In Chapter 21, Kim analyzes the impact of the US-China trade war on the investments of Chinese firms. Through an examination of the investment patterns of Chinese firms between 2010 and 2020, this chapter notes that Chinese firms have shifted their investments away from the US to other countries and regions since the onset of the trade war. However, there have been less noticeable changes in the sectoral patterns and types of activities of Chinese investments. While the chapter focuses mainly on investment activities, its findings could also help inform the analysis of firms’ trading activities in the future.
One frequent complaint against China’s investment policies is the alleged forced transfer of technology, which is explored by Cottier in Chapter 22. After first noting that existing WTO law offers a broad and sound basis for regulating technology in domestic law, the chapter proceeds to discuss the emerging doctrine and principle of the common concerns of humankind and identify the following as potential areas of continued and enhanced bilateral and multilateral cooperation on technology and knowledge transfer: climate change mitigation and adaption, biodiversity, and combating global pandemics. The chapter concludes by calling the WTO to develop a proactive trade and investment-related agenda for negotiations enabling and supporting recognized common concerns of humankind.

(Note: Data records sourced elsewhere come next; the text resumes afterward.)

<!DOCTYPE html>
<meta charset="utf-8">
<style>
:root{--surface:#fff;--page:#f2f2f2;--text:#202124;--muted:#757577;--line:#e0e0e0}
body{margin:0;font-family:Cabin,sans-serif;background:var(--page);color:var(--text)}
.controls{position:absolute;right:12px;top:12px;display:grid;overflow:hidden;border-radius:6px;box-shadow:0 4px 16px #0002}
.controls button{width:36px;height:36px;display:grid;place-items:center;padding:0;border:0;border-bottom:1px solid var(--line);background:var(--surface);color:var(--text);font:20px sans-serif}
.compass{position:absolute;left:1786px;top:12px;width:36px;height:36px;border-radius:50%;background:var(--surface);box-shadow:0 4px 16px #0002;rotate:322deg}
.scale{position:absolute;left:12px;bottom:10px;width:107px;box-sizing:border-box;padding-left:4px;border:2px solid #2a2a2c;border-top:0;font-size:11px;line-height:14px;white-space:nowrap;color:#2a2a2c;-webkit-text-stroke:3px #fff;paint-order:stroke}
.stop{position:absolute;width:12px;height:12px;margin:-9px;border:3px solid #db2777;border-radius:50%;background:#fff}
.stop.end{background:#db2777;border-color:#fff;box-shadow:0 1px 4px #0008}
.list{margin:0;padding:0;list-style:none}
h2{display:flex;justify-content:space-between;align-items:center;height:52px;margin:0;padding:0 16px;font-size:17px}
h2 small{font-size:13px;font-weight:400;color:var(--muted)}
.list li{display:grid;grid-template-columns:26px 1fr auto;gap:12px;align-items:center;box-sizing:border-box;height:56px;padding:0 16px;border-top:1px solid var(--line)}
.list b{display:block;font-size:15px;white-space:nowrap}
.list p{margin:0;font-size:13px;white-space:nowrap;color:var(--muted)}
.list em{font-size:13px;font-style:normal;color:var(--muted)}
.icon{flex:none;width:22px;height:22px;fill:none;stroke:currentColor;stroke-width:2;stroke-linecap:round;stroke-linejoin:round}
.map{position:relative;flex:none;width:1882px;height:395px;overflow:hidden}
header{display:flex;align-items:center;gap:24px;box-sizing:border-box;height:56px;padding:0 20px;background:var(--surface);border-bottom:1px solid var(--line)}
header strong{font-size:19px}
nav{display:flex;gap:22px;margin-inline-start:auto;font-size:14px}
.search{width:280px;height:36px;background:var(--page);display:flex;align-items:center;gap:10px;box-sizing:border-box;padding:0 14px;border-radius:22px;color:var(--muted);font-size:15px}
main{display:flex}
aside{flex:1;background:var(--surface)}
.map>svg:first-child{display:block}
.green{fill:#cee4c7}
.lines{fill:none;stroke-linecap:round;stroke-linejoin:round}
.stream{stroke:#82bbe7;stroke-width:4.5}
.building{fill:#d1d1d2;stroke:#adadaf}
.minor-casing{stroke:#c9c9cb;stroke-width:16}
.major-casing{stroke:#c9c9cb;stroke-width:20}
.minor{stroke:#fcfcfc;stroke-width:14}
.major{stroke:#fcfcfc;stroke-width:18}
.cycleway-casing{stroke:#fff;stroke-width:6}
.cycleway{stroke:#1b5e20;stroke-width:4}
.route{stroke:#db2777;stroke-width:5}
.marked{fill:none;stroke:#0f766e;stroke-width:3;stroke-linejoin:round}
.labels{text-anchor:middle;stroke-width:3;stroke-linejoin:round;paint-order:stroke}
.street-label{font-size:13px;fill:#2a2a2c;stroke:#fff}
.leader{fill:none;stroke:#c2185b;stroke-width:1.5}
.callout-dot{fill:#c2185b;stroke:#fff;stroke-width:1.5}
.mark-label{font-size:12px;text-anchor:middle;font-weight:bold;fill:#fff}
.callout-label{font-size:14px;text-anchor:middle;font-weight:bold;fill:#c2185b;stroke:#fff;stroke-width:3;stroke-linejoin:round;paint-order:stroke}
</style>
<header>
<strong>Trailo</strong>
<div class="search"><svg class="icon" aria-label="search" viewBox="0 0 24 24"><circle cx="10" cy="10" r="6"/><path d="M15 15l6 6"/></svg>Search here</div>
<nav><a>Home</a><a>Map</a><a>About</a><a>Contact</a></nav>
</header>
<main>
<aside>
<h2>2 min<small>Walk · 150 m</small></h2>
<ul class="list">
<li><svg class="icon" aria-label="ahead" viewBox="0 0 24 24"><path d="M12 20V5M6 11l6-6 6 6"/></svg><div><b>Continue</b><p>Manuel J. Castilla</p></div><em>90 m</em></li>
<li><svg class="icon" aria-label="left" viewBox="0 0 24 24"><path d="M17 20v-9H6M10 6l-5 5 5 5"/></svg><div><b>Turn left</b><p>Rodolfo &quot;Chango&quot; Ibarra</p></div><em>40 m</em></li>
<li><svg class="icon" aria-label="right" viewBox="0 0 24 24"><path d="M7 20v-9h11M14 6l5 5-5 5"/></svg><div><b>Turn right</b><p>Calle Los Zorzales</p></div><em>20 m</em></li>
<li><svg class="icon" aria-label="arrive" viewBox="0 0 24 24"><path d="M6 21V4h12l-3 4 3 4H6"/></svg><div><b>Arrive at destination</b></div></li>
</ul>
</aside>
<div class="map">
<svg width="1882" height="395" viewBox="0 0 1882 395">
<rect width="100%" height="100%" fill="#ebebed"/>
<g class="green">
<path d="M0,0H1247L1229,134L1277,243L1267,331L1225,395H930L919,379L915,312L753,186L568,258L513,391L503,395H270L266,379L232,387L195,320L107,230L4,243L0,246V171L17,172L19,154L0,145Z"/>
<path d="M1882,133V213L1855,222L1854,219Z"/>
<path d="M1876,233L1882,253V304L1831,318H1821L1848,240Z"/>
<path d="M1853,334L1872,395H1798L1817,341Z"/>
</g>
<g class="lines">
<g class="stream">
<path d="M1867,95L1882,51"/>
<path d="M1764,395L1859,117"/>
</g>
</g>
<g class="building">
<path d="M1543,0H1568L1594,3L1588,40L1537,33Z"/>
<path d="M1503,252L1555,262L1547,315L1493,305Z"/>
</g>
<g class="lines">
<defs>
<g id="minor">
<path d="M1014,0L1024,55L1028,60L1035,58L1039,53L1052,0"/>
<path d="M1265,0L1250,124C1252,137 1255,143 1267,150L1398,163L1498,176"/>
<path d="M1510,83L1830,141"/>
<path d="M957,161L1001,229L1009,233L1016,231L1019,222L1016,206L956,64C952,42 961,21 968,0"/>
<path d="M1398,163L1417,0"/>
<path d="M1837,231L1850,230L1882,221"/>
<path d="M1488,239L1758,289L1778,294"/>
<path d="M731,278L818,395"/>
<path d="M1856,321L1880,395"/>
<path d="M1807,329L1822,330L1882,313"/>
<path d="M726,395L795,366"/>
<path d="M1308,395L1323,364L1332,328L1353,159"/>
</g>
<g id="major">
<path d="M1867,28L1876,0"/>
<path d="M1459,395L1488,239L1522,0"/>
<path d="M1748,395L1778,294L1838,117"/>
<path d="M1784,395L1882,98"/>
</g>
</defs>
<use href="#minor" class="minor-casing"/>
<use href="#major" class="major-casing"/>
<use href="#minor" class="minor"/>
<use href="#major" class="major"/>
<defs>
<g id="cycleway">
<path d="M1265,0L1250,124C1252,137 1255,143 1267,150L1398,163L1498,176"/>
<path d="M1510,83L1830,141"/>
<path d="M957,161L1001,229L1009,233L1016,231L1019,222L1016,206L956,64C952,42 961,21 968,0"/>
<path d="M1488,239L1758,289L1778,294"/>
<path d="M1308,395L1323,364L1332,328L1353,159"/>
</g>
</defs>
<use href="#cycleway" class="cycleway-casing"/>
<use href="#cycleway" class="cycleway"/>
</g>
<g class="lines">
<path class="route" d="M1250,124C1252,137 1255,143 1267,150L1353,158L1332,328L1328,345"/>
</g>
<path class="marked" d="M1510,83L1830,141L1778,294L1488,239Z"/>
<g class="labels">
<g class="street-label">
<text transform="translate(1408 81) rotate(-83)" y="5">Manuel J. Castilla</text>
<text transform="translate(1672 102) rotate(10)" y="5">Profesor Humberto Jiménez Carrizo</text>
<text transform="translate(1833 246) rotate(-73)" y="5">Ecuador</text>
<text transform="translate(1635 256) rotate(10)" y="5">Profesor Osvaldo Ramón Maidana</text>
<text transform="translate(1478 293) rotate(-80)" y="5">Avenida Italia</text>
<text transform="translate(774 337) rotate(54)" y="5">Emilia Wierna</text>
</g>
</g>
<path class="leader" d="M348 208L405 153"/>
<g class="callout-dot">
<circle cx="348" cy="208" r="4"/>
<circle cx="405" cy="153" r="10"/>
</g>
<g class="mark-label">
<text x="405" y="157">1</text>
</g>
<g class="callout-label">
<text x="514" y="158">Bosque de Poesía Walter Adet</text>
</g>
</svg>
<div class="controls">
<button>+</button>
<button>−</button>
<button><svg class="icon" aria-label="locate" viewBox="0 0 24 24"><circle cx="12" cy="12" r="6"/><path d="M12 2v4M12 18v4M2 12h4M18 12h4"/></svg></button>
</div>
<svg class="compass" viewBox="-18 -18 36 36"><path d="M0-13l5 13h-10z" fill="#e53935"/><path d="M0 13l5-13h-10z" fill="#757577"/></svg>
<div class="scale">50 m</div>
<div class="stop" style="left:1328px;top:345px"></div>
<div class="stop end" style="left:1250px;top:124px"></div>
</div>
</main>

Twenty years have elapsed since China’s entry into the WTO. Compared to China’s first decade in the WTO, the second decade has seen both changes and continuities in China’s interactions with the organization. Noticeably, the second decade has witnessed rising tensions between China and its trading partners both inside and outside of the trade regime. Within the WTO, China’s distinctive model of state capitalism and its self-identification as a developing country have increasingly put it on a collision course with major powers such as the United States. The growing divergences between its interests and those of developing and emerging economies have further undermined the solidarity among the global South, further exacerbating the challenges of effective multilateral trade governance. The mounting China challenge has additionally contributed to the crisis of the WTO and, outside of the organization, the rise of unilateral approaches that heightened the conflict between China and partner countries.
Despite growing tensions, however, there are also signs that the WTO has positively affected China’s domestic development, albeit with ongoing challenges. Furthermore, as some contributors have pointed out, far from being a rule-breaker, Beijing has continued to operate within the parameters of existing global rules in areas such as WTO dispute settlement, the negotiation of bilateral investment treaties, or investor-state dispute settlement. In other words, there remain areas of cooperation between Beijing and the global trade community at a time when China and its major trading partners in the democratic world are entering into a period of sustained competition, rivalry, and conflict. Such a mixture of conflictual and cooperative dynamics is likely to persist in the coming years, accentuating the importance for the international community to find opportunities to sustain cooperation in a way that accommodates Beijing’s development aspirations.